--- EXTRACTED ENTRIES Enclosed Below ---

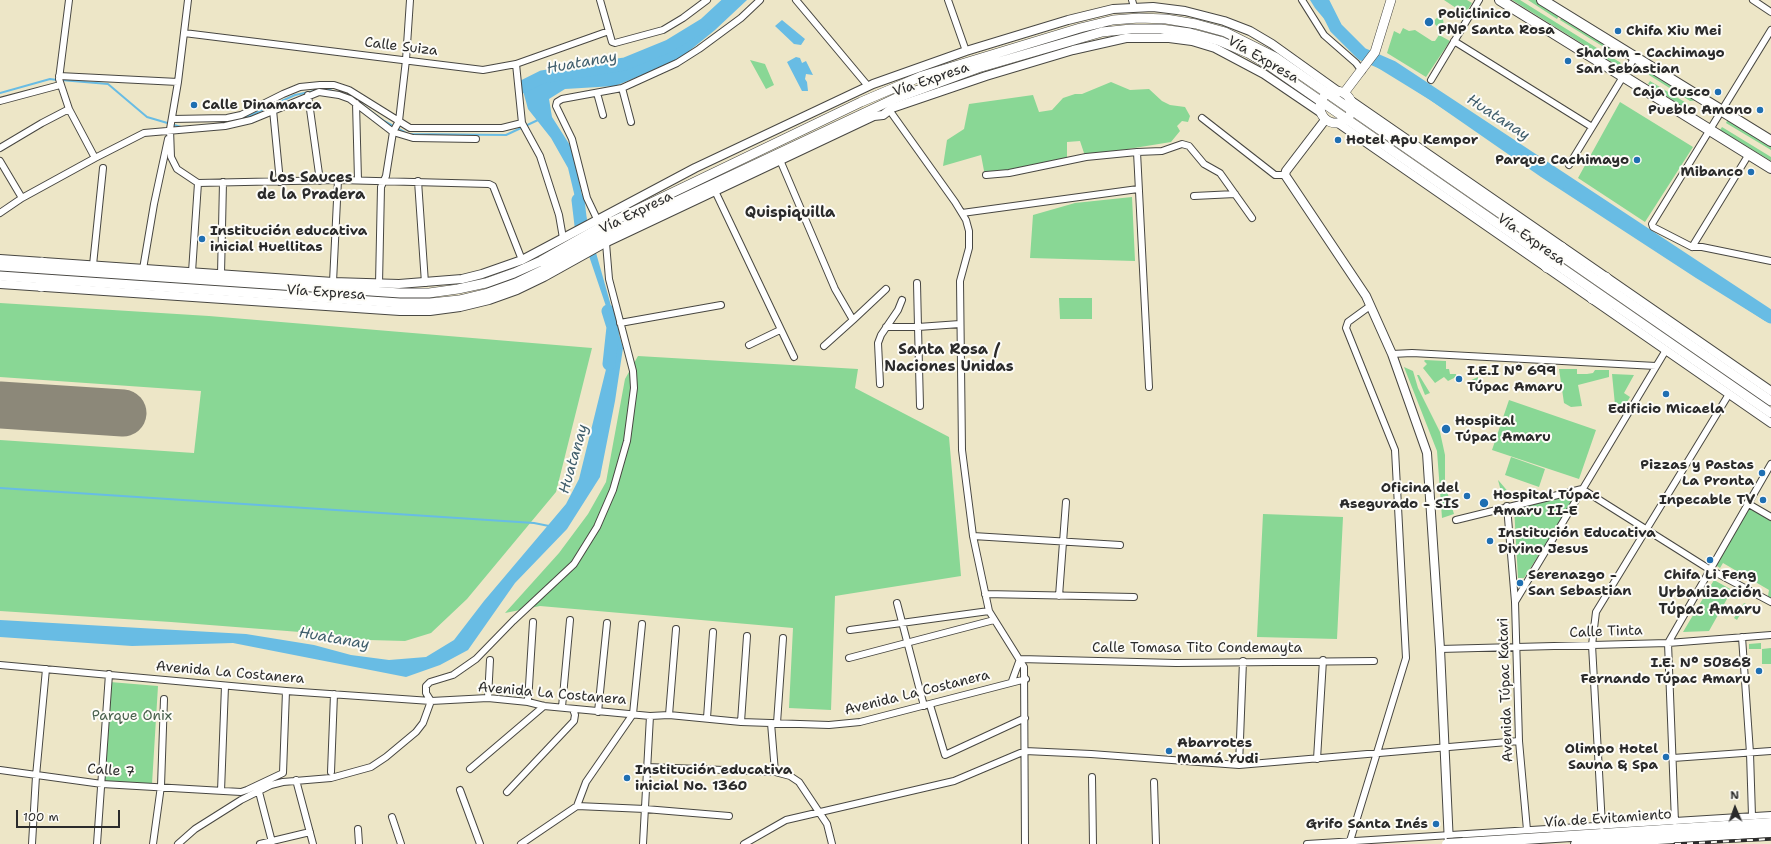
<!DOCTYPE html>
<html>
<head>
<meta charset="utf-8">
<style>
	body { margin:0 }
	#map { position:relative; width:1771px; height:844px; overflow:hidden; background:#ede6c7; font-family:"Shantell Sans",sans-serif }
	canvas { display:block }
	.north { position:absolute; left:1715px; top:788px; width:40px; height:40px; -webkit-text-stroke:3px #fdfcf7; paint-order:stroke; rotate:358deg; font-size:11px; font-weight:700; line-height:16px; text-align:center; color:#2b2b2b }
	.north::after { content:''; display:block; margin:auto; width:14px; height:18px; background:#2b2b2b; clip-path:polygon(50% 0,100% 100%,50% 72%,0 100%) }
	.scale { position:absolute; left:16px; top:810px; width:104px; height:18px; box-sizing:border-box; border:2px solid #2b2b2b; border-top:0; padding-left:5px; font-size:12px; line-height:14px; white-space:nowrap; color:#2b2b2b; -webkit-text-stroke:3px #fdfcf7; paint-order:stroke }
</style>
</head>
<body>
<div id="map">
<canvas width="1771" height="844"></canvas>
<div class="north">N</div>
<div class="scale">100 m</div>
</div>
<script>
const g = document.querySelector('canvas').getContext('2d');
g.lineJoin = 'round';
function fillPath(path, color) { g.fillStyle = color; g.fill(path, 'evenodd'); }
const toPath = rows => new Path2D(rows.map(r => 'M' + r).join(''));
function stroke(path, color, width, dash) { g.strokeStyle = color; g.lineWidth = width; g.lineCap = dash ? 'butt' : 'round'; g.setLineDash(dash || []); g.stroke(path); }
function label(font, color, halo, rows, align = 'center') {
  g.font = font + ' "Shantell Sans",sans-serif'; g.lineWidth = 4; g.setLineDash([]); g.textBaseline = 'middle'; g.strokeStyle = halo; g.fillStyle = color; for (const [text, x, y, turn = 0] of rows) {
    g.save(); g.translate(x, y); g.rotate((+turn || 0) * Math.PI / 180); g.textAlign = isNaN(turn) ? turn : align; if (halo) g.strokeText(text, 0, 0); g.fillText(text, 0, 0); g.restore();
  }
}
fillPath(toPath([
	[1444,0,1467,0,1472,3,1465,14],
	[1512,0,1520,0,1621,63,1618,66],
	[1528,0,1537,0,1560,14,1557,19],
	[1562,16,1623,54,1620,57,1560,20],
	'1434.5 22a4.5 4.5 0 1 1 9 0a4.5 4.5 0 1 1-9 0Z',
	[1403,28,1409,31,1415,30,1432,41,1435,41,1439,35,1450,41,1426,77,1387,53,1394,31,1400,34],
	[750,60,765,64,774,85,766,89],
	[1649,70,1699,100,1690,101,1649,75],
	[1650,81,1688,104,1692,113,1648,84],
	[1111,82,1130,90,1149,89,1162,101,1170,105,1185,107,1190,116,1188,122,1182,121,1177,126,1180,131,1171,142,1085,156,1080,141,1067,142,1067,161,985,176,981,155,943,166,947,140,964,129,969,104,1033,95,1039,112,1052,110,1063,98,1075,94,1082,94],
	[1620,102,1693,147,1645,222,1578,178],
	[1728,119,1771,146,1771,150,1726,123],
	[1722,127,1771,157,1771,161,1720,130],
	[1132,197,1135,261,1030,258,1033,215,1075,203],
	[1059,298,1092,298,1092,319,1060,319],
	[0,303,209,316,592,348,556,492,467,599,431,633,405,641,369,640,300,632,171,622,0,611,0,440,194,453,201,391,0,377],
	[638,356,858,369,855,388,949,437,961,576,835,596,831,710,789,708,793,628,540,606,505,613,559,553,588,514,606,482,625,379],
	[1425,360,1446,361,1446,369,1449,369,1450,374,1456,374,1456,377,1448,381,1444,377,1435,383,1423,368,1427,364,1424,361],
	[1404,367,1413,371,1418,388,1440,432,1445,455,1445,485,1454,514,1442,518,1437,451],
	[1559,369,1577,369,1577,374,1587,374,1593,373,1595,370,1609,370,1609,377,1578,385,1582,406,1571,407,1564,403],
	[1612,374,1634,375,1624,393,1630,397,1623,409,1618,405,1615,405],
	[1417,375,1419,375,1430,393,1425,395],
	[1478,377,1478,385,1472,390,1467,382],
	[1509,400,1596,430,1579,479,1492,450],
	[1511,457,1545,469,1539,487,1505,475],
	[1498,480,1499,481,1510,494,1502,495],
	[1579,492,1524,578,1518,578,1514,507],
	[1750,505,1771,518,1771,598,1768,596,1769,590,1723,563,1720,568,1714,564],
	[1263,514,1343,517,1337,639,1257,637],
	[1714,580,1732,590,1709,631,1683,632],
	[1744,603,1746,604,1737,620,1734,618],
	[1761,643,1761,649,1749,649,1749,644],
	[1771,648,1771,664,1762,664,1762,649],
	[110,682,158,686,152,784,104,781]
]), '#89d795');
fillPath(toPath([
	[731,0,747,0,715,30,677,61,615,86,565,89,549,99,552,117,573,150,587,221,623,348,615,401,600,477,567,529,515,583,468,650,440,665,406,677,233,643,132,646,0,637,0,620,246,634,314,645,351,655,389,660,426,657,454,640,484,601,566,504,579,479,611,349,613,327,589,256,568,168,551,138,528,109,522,87,542,77,626,64,669,46,705,24],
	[1310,0,1323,0,1336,28,1362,54,1392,67,1771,317,1771,323,1765,321,1696,278,1541,177,1430,100,1352,52,1315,8],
	[782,20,805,39,801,45,794,44,775,26],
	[796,57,800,58,802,63,806,61,813,75,806,74,805,79,807,82,808,91,802,91,787,62]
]), '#68bce4');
stroke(toPath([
	[61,80,108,84,147,117,181,127],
	[320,90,327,89,335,92],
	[0,93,50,79,57,80],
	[353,98,384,121,408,134,506,135,538,120],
	[242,119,295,95,314,91],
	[0,488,534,523,549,526]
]), '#68bce4', 2);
stroke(toPath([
	[1322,0,1336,28,1362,54,1392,67,1771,317],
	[522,87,542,77,625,64,669,46,705,24,731,0],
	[578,200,583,242],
	[608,311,613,327,609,364]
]), '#68bce4', 13);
stroke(toPath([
	[0,405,123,413]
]), '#8c8879', 47);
const minor = toPath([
	[69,0,59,79,69,109,95,158],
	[188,0,178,82,170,129,171,157,177,169,198,183,338,180,489,184,493,186,522,260],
	[600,0,612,42,615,43,663,30,683,18,707,0],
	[796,0,868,86],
	[948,0,966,51],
	[1132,0,1134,7],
	[1302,0,1324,35,1356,63,1362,71],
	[1753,0,1771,12],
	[1771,30,1652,224,1653,227,1692,247,1702,247,1771,261],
	[184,33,483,70,516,64,609,31],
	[1454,41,1592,127],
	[516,64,522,123,540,156,559,215,563,238],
	[59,76,178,82],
	[1431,80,1479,0],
	[622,88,677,63,699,49,741,18,760,0],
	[597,93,603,115],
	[308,95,320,181],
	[0,101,60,85],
	[356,103,358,180],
	[273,110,280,182],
	[890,111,955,202,966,220,969,231,969,248,960,281,962,450,973,536,989,611,1024,667,1025,844],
	[1202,118,1275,175,1285,175],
	[172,119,227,118,241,115,283,94,300,87,320,85,334,85,349,90,410,128,502,128,522,123],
	[0,148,42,123,69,109],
	[780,160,835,289,853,320,886,289],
	[0,161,22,198],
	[1569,165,1635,57],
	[986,175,1009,173,1086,157,1137,152],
	[418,181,425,283],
	[715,191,794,357],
	[1194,196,1235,194],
	[0,213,22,198,95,158,144,133,225,126,251,120,319,92,339,95,350,99,393,132,413,138,476,139],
	[962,213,1138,189],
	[597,219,587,198,572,139,556,106,557,102,562,99,622,88,631,122],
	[1692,247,1749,154],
	[93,265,103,168],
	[143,269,154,204,168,139],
	[192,272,198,183],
	[221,274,223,182],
	[333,282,338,180],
	[379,284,381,187,386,176,393,132,399,121,406,60,410,0],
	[620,323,721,305],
	[886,327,918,327,917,283],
	[749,345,780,330],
	[824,346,853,320],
	[1392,354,1412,353,1656,366],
	[880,384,878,343,881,335,898,310,902,300],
	[1149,387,1137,152,1162,151,1182,144,1189,146,1204,164,1220,173,1252,218],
	[920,406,918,327,960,324],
	[1747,503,1771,517],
	[1507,506,1515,602],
	[1456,520,1582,489,1709,569,1771,602],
	[973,536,1120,545],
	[985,594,1134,597],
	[1059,596,1066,502],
	[897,603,924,706],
	[850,630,989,611],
	[1742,637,1750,753,1752,816],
	[1440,649,1668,643,1771,635],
	[849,658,994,620],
	[0,665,286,691,431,701,488,698,528,702,544,706,650,716,669,715,741,722,829,725,860,722,1026,679],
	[1012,681,1020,659,1176,663,1374,661],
	[488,698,490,660],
	[528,702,533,622],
	[930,705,945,755,1025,718],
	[562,707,570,620],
	[598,712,607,623],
	[669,715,676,629],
	[707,718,713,632],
	[741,722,747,636],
	[771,723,775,772,790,776,799,782,827,824,832,844],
	[777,723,783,638],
	[1673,758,1771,751],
	[1317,759,1323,660],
	[1239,765,1243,661],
	[647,767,775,772],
	[470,769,544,706],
	[0,770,102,784,241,792,247,790,283,773,286,691],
	[331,772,334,694],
	[1092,777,1093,844],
	[296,780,313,844],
	[1154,782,1156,844],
	[460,790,480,844],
	[221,791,225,686],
	[259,792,272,842],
	[507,792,574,721,575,715,573,709],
	[577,806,645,809,729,816],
	[392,817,401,844],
	[1675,822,1668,643,1771,464],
	[1602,826,1592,645,1596,612,1729,394],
	[358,829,359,844],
	[1527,830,1519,741,1515,602,1666,350],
	[1350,841,1406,658,1395,450,1346,328,1348,322,1370,306],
	[32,844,36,776,46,669],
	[97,844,109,674],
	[153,844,161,786,164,699],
	[178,844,195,829,241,800,271,785,283,782,331,778,371,767,386,757,416,732,423,723,431,701,426,693,426,686,430,682,453,675,476,659,513,621,574,564,597,527,613,490,627,441,634,388,633,371,609,279,606,243],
	[260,844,310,832],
	[521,844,577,806,586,782,633,714,642,624],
	[643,844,650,716],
	[744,844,786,820,954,781,1025,751,1091,754,1239,765,1519,741],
	[1307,844,1771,815]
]);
const secondary = toPath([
	[1350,100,1771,391],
	[1325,120,1286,171,1285,175,1366,296,1392,354,1427,453,1440,649,1449,844],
	[1338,123,1771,423],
	[0,259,333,282,399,284,462,279,482,274,522,260,695,168,873,84,966,51,1068,20,1113,9,1153,7,1185,11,1224,21,1250,31,1272,44,1339,92],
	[0,284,400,311,430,311,460,307,489,300,517,290,544,277,605,243,874,116,883,115,892,108,986,76,1073,50,1126,38,1169,38,1192,41,1215,48,1264,74,1320,112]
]);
const primary = toPath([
	'1320 107a16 16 0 1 1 32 0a16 16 0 1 1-32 0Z',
	[1344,93,1375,52,1391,0],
	[1545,241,1562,247],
	[1536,255,1547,268],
	[42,262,58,267],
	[0,266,400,293,429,293,458,289,486,283,514,273,541,261,601,227,861,102,922,76,1080,28,1113,20,1139,18,1166,19,1196,24,1225,32,1275,57,1771,401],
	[0,276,400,303,430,303,459,300,488,293,516,283,543,270,605,235,894,99,978,68,1102,32,1131,29,1161,29,1190,33,1220,41,1248,53,1270,66,1771,413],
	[1606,277,1616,290],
	[41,287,59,283],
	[1592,299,1610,305]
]);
const trunk = toPath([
	[1500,0,1771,168],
	[1542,0,1771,141],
	[1463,843,1771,823],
	[1576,844,1771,832]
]);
stroke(minor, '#484742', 8);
stroke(secondary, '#484742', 10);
stroke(primary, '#484742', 10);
stroke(trunk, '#484742', 12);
stroke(minor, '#fff', 6);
stroke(secondary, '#fff', 8);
stroke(primary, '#fff', 9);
stroke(trunk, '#fff', 10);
const rail = toPath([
	[1675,844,1771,839]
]);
stroke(rail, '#2b2b2b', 3.5);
stroke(rail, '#fdfcf7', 2, [6]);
const trunkBridge = toPath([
	[1447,844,1463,843]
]);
stroke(trunkBridge, '#484742', 12, []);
stroke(trunkBridge, '#fff', 10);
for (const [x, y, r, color] of [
	[1429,22,5,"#1f6fb2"],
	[1618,31,4,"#1f6fb2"],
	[1568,61,4,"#1f6fb2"],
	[1718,92,4,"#1f6fb2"],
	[194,105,4,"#1f6fb2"],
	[1760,110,4,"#1f6fb2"],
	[1338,140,4,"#1f6fb2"],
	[1637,160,4,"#1f6fb2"],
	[1751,172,4,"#1f6fb2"],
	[202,239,4,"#1f6fb2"],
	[1459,379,4,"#1f6fb2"],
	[1666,394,4,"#1f6fb2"],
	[1446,429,5,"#1f6fb2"],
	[1762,473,4,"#1f6fb2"],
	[1467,496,4,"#1f6fb2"],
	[1763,500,4,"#1f6fb2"],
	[1484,503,5,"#1f6fb2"],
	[1490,541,4,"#1f6fb2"],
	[1710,560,4,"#1f6fb2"],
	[1520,583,4,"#1f6fb2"],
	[1759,671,4,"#1f6fb2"],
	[1169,751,4,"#1f6fb2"],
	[1666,757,4,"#1f6fb2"],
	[627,778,4,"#1f6fb2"],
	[1436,824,4,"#1f6fb2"]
]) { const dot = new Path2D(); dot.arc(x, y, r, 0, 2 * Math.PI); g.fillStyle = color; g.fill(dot); stroke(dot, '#fdfcf7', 1.5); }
label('bold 14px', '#2b2b2b', '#fdfcf7', [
	["Policlinico",1438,14],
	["PNP Santa Rosa",1438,30],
	["Chifa Xiu Mei",1626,31],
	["Shalom - Cachimayo",1576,53],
	["San Sebastian",1576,69],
	["Caja Cusco",1710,92,"right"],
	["Calle Dinamarca",202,105],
	["Pueblo Amono",1752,110,"right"],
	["Hotel Apu Kempor",1346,140],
	["Parque Cachimayo",1629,160,"right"],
	["Mibanco",1743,172,"right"],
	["Institución educativa",210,231],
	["inicial Huellitas",210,247],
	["I.E.I Nº 699",1467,371],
	["Túpac Amaru",1467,387],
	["Edificio Micaela",1666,409,"center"],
	["Hospital",1455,421],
	["Túpac Amaru",1455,437],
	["Pizzas y Pastas",1754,465,"right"],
	["La Pronta",1754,481,"right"],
	["Oficina del",1459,488,"right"],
	["Asegurado - SIS",1459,504,"right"],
	["Hospital Túpac",1493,495],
	["Amaru II-E",1493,511],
	["Inpecable TV",1755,500,"right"],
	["Institución Educativa",1498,533],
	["Divino Jesus",1498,549],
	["Serenazgo -",1528,575],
	["San Sebastian",1528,591],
	["Chifa Li Feng",1710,575,"center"],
	["I.E. Nº 50868",1751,663,"right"],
	["Fernando Túpac Amaru",1751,679,"right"],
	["Abarrotes",1177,743],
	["Mamá Yudi",1177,759],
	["Olimpo Hotel",1658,749,"right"],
	["Sauna & Spa",1658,765,"right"],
	["Institución educativa",635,770],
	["inicial No. 1360",635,786],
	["Grifo Santa Inés",1428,824,"right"]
], 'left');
label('14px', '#2b2b2b', '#fdfcf7', [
	["Calle Suiza",401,47,7],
	["Vía Expresa",1263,60,30],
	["Vía Expresa",931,80,-19],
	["Vía Expresa",636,213,-26],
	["Vía Expresa",1531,240,35],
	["Vía Expresa",326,293,4],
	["Calle Tinta",1606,632,-2],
	["Calle Tomasa Tito Condemayta",1197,648],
	["Avenida La Costanera",230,673,5],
	["Avenida Túpac Katari",1506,690,-92],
	["Avenida La Costanera",917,693,-14],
	["Avenida La Costanera",552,694,5],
	["Calle 7",111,771,4],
	["Vía de Evitamiento",1608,819,-4]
]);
label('14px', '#475f4b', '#fdfcf7', [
	["Parque Onix",132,716]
]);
label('italic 15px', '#405e6c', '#fdfcf7', [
	["Huatanay",582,63,-10],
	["Huatanay",1498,118,33],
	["Huatanay",574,459,-74],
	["Huatanay",334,639,10]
]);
label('bold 15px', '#2b2b2b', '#fdfcf7', [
	["Los Sauces",311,178],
	["de la Pradera",311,195],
	["Quispiquilla",790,213],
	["Santa Rosa /",949,350],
	["Naciones Unidas",949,367],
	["Urbanización",1710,593],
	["Túpac Amaru",1710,610]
]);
</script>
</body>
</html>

--- End of Enclosed EXTRACTED ENTRIES ---

Whenever a line above has the word "setLineDash" in it, copy that line.

RESPONSE
function stroke(path, color, width, dash) { g.strokeStyle = color; g.lineWidth = width; g.lineCap = dash ? 'butt' : 'round'; g.setLineDash(dash || []); g.stroke(path); }
  g.font = font + ' "Shantell Sans",sans-serif'; g.lineWidth = 4; g.setLineDash([]); g.textBaseline = 'middle'; g.strokeStyle = halo; g.fillStyle = color; for (const [text, x, y, turn = 0] of rows) {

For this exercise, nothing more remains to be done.